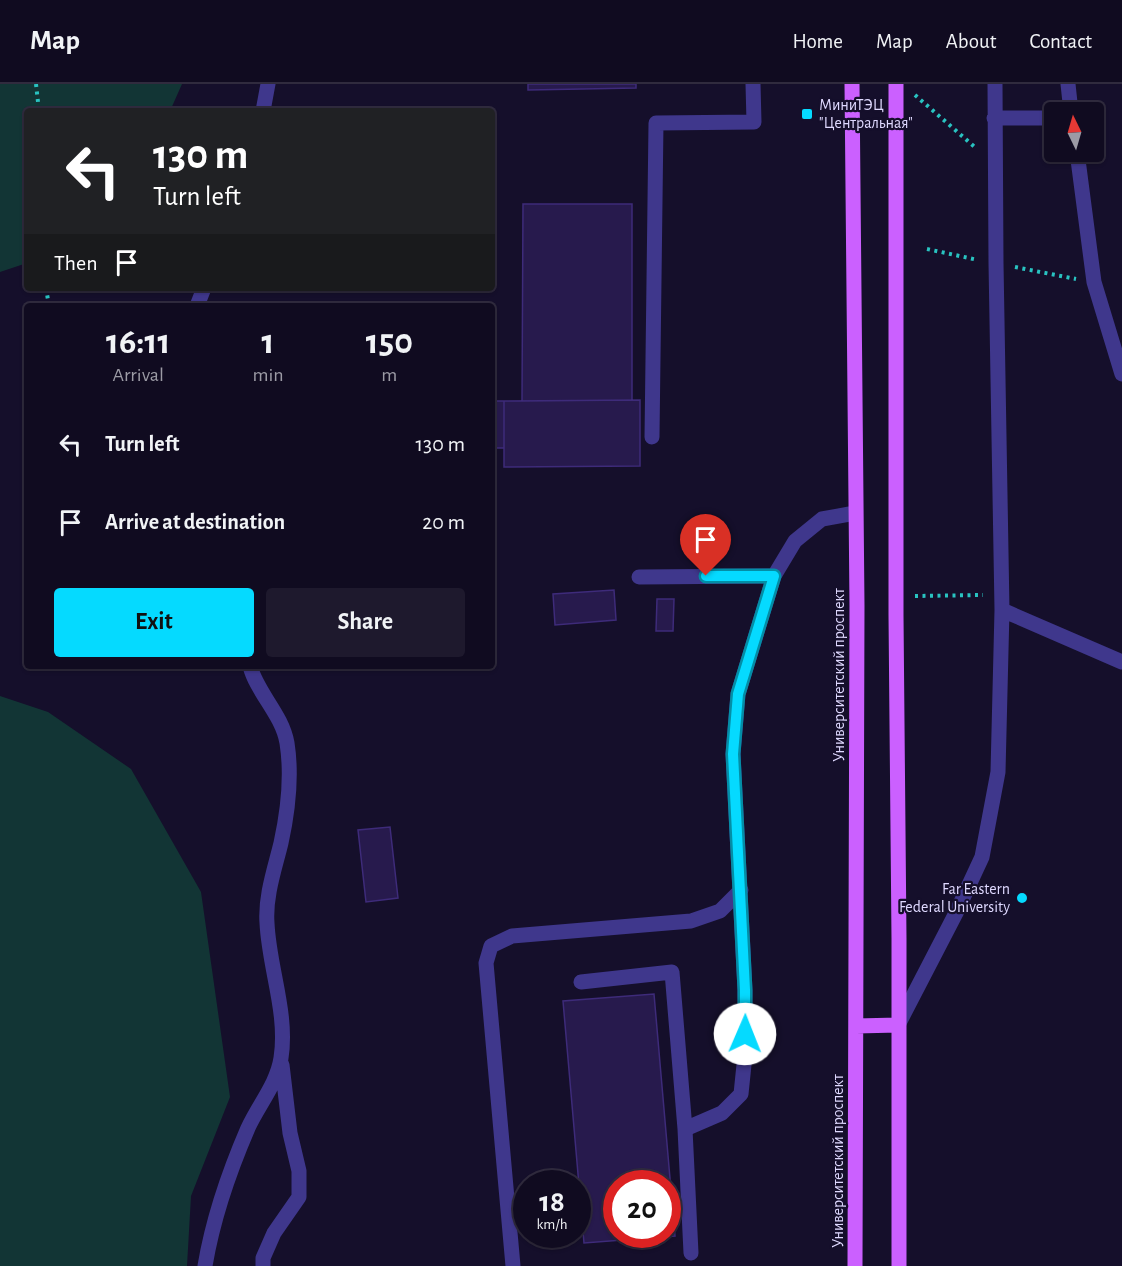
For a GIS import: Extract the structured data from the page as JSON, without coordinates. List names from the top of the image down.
{
  "streets": {
    "main road": ["Университетский проспект"]
  },
  "places": {
    "transit": ["МиниТЭЦ \"Центральная\""],
    "other": ["Far Eastern Federal University"]
  },
  "north": "top",
  "page": {
    "header": "Map",
    "nav": [
      "Home",
      "Map",
      "About",
      "Contact"
    ],
    "turn": ["130 m", "Turn left"],
    "then": "Then",
    "eta": [
      "16:11",
      "Arrival",
      "1",
      "min",
      "150",
      "m"
    ],
    "list": [
      {
        "name": "Turn left",
        "value": "130 m"
      },
      {
        "name": "Arrive at destination",
        "value": "20 m"
      }
    ],
    "buttons": ["Exit", "Share"],
    "speed": "18 km/h",
    "limit": "20"
  }
}
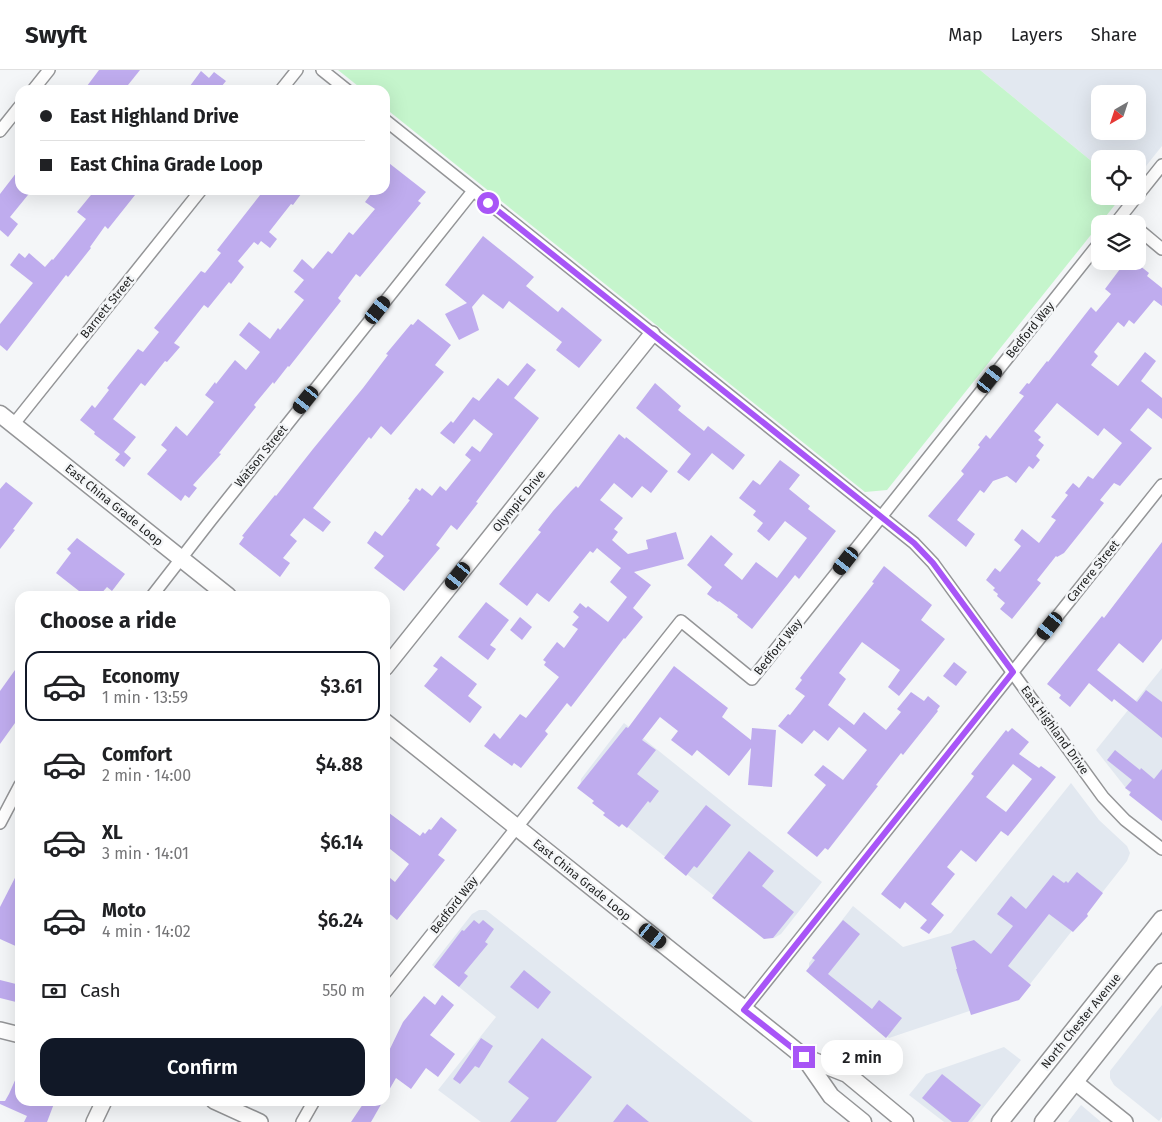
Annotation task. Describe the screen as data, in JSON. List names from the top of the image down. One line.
{"streets":{"main road":["East China Grade Loop","North Chester Avenue"],"street":["Barnett Street","Bedford Way","Watson Street","Olympic Drive","Carrere Street","East Highland Drive"]},"crossings":[["Barnett Street","East China Grade Loop"],["Bedford Way","East China Grade Loop"],["Bedford Way","East Highland Drive"],["Watson Street","East China Grade Loop"],["Watson Street","East Highland Drive"],["Olympic Drive","East Highland Drive"],["East China Grade Loop","Carrere Street"],["Carrere Street","East Highland Drive"]],"north":"bottom left","page":{"header":"Swyft","nav":["Map","Layers","Share"],"banner":["East Highland Drive","East China Grade Loop"],"heading":"Choose a ride","list":[{"name":"Economy","note":"1 min · 13:59","value":"$3.61"},{"name":"Comfort","note":"2 min · 14:00","value":"$4.88"},{"name":"XL","note":"3 min · 14:01","value":"$6.14"},{"name":"Moto","note":"4 min · 14:02","value":"$6.24"}],"pay":["Cash","550 m"],"buttons":"Confirm","bubble":"2 min"}}
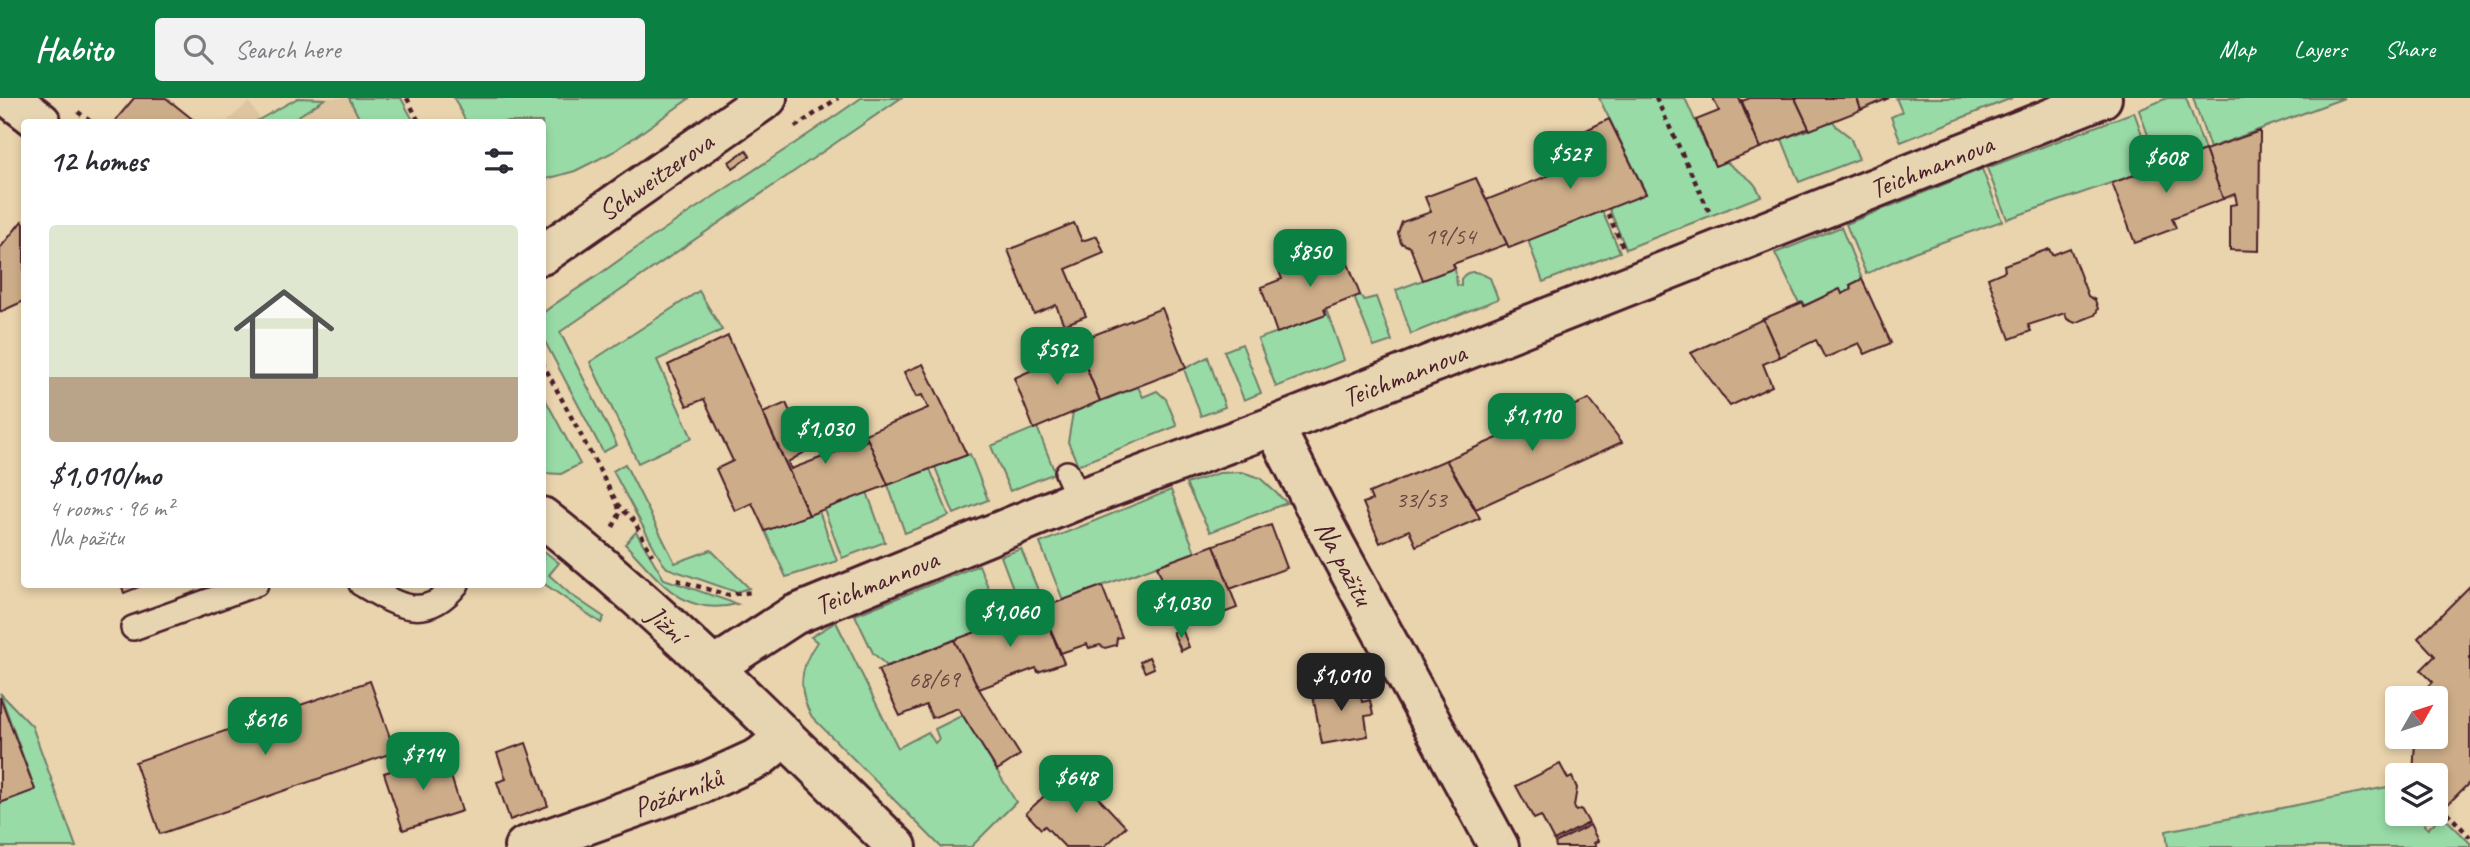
◇ ◇ ◇ ◇
=== AIM OF THE EXERCISE ===
I would like you to report every line in the listing above that contains "JSON".

=== YOUR RESPONSE ===
For a GIS import: Extract the structured data from the page as JSON, without coordinates. List names from the top of the image down.
Annotation task. Describe the screen as data, in JSON. List names from the top of the image down. One line.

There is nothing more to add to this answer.